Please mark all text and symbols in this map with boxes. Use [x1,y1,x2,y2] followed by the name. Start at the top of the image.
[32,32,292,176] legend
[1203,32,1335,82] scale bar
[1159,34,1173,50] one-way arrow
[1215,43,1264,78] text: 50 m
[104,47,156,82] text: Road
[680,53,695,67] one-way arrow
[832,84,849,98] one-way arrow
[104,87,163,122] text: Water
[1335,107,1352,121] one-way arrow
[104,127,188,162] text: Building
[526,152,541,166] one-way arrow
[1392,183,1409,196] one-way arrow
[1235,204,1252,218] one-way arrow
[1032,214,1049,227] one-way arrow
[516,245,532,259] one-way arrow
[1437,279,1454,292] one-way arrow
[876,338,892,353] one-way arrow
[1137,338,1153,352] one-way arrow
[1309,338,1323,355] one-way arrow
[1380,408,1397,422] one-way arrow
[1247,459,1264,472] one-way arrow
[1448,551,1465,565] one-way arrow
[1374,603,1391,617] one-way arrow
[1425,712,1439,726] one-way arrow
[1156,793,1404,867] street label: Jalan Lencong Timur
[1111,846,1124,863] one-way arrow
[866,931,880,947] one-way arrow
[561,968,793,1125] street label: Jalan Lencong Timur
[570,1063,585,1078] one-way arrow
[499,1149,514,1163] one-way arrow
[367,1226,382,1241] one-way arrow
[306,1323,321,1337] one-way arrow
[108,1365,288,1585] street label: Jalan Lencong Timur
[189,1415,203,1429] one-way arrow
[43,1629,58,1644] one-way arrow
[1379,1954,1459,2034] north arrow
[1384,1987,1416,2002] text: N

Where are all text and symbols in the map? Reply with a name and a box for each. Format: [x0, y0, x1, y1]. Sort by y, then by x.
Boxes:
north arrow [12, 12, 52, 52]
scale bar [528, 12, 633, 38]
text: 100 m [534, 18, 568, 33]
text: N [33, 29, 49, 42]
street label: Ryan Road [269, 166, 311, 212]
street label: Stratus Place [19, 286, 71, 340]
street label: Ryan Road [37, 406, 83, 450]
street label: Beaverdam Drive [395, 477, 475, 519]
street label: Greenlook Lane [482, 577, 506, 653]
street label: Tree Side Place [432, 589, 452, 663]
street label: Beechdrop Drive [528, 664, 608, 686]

● **Exercise aim**:
Every line of the listing should be given again exactly.

● **Problem solution**:
Please mark all text and symbols in this map with boxes. Use [x1,y1,x2,y2] followed by the name. Start at the top of the image.
[32,32,292,176] legend
[1203,32,1335,82] scale bar
[1159,34,1173,50] one-way arrow
[1215,43,1264,78] text: 50 m
[104,47,156,82] text: Road
[680,53,695,67] one-way arrow
[832,84,849,98] one-way arrow
[104,87,163,122] text: Water
[1335,107,1352,121] one-way arrow
[104,127,188,162] text: Building
[526,152,541,166] one-way arrow
[1392,183,1409,196] one-way arrow
[1235,204,1252,218] one-way arrow
[1032,214,1049,227] one-way arrow
[516,245,532,259] one-way arrow
[1437,279,1454,292] one-way arrow
[876,338,892,353] one-way arrow
[1137,338,1153,352] one-way arrow
[1309,338,1323,355] one-way arrow
[1380,408,1397,422] one-way arrow
[1247,459,1264,472] one-way arrow
[1448,551,1465,565] one-way arrow
[1374,603,1391,617] one-way arrow
[1425,712,1439,726] one-way arrow
[1156,793,1404,867] street label: Jalan Lencong Timur
[1111,846,1124,863] one-way arrow
[866,931,880,947] one-way arrow
[561,968,793,1125] street label: Jalan Lencong Timur
[570,1063,585,1078] one-way arrow
[499,1149,514,1163] one-way arrow
[367,1226,382,1241] one-way arrow
[306,1323,321,1337] one-way arrow
[108,1365,288,1585] street label: Jalan Lencong Timur
[189,1415,203,1429] one-way arrow
[43,1629,58,1644] one-way arrow
[1379,1954,1459,2034] north arrow
[1384,1987,1416,2002] text: N

Where are all text and symbols in the map? Reply with a name and a box for each. Format: [x0, y0, x1, y1]. Sort by y, then by x.
Boxes:
north arrow [12, 12, 52, 52]
scale bar [528, 12, 633, 38]
text: 100 m [534, 18, 568, 33]
text: N [33, 29, 49, 42]
street label: Ryan Road [269, 166, 311, 212]
street label: Stratus Place [19, 286, 71, 340]
street label: Ryan Road [37, 406, 83, 450]
street label: Beaverdam Drive [395, 477, 475, 519]
street label: Greenlook Lane [482, 577, 506, 653]
street label: Tree Side Place [432, 589, 452, 663]
street label: Beechdrop Drive [528, 664, 608, 686]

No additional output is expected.